Francis Shackelford (September 9, 1909 – November 30, 1973) was the United States General Counsel of the Army from 1950 to 1952 and Assistant Secretary of the Army (General Management) from 1952 to 1953.

==Biography==
Francis Shackelford was born in Georgia and educated at Princeton University and Harvard Law School. During World War II, he served as an officer in the United States Navy.

In 1950, President of the United States Harry Truman named Shackelford General Counsel of the Army, with Shackelford holding this office from July 24, 1950 until August 25, 1952. On August 26, 1952, he became Assistant Secretary of the Army (General Management), holding this office until January 20, 1953.

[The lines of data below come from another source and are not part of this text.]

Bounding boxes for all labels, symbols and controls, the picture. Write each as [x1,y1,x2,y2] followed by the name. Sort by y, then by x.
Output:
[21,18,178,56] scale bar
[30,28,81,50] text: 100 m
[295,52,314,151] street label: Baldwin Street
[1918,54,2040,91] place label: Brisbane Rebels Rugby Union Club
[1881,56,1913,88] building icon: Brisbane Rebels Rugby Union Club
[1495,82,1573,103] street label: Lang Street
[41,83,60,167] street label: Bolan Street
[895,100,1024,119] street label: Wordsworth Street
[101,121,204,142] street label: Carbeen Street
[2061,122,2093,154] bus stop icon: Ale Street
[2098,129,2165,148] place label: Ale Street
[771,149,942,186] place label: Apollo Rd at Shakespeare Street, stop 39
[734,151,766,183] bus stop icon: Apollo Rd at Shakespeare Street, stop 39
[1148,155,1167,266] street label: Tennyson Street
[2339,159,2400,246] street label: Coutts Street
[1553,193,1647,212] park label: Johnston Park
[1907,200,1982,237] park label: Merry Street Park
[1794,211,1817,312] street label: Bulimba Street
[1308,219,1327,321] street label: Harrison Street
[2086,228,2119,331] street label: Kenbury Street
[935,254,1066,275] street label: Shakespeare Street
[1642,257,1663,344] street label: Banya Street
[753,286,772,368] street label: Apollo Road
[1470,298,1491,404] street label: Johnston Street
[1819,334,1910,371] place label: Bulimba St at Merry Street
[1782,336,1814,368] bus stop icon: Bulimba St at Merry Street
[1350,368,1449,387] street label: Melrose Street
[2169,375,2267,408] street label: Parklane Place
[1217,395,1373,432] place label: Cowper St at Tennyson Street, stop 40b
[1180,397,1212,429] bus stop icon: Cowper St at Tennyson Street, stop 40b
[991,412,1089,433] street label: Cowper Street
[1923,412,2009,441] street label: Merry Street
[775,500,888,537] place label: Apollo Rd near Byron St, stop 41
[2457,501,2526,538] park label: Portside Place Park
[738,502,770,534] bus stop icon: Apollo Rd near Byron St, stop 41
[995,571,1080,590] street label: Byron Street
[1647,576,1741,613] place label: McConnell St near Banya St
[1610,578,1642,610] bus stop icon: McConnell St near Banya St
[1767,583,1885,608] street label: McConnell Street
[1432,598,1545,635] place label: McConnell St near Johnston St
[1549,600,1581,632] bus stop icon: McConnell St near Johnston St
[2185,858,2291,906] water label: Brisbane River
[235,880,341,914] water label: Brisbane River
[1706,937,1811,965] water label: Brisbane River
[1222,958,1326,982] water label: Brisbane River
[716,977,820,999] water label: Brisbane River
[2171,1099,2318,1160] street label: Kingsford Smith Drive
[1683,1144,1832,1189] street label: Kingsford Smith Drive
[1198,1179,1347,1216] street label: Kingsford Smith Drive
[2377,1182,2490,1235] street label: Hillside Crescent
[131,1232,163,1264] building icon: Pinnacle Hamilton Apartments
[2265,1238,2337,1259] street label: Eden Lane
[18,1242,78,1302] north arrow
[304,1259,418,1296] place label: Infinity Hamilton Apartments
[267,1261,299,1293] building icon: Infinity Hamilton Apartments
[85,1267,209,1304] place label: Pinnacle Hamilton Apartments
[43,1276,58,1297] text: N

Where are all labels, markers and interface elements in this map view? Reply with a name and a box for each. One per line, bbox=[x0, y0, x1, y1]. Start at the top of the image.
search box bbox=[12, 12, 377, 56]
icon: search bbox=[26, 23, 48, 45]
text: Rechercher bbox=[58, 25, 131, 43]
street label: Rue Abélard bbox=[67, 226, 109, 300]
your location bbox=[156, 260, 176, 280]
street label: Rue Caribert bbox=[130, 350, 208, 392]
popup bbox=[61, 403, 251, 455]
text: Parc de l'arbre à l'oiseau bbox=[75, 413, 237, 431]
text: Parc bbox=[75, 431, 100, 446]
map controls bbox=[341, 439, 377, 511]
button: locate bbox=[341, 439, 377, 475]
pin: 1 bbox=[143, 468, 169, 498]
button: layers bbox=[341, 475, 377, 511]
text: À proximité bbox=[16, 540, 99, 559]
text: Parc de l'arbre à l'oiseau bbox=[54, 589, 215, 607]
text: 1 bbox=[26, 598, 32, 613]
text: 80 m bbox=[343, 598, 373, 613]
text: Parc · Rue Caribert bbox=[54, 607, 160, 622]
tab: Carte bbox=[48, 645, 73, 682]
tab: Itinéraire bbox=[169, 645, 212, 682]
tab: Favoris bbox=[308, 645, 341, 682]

Leaving government service in 1953, Shackelford became a Managing Partner of the law firm then called Alston, Miller, Gaines, Spann, and Shackelford. The firm name was later streamlined to Alston, Miller, & Gaines. The firm is now the firm of Alston & Bird. Shackelford loved his career at Alston, Miller & Gaines to the extent that he and his partners eventually dubbed it "The Happy Firm". Shackelford also served as general counsel of Magic Chef, a position he would hold until his death twenty years later. But, his true calling was his tax law work at Alston, Miller & Gaines. And, after all these decades, Alston & Bird is still called "The Happy Firm".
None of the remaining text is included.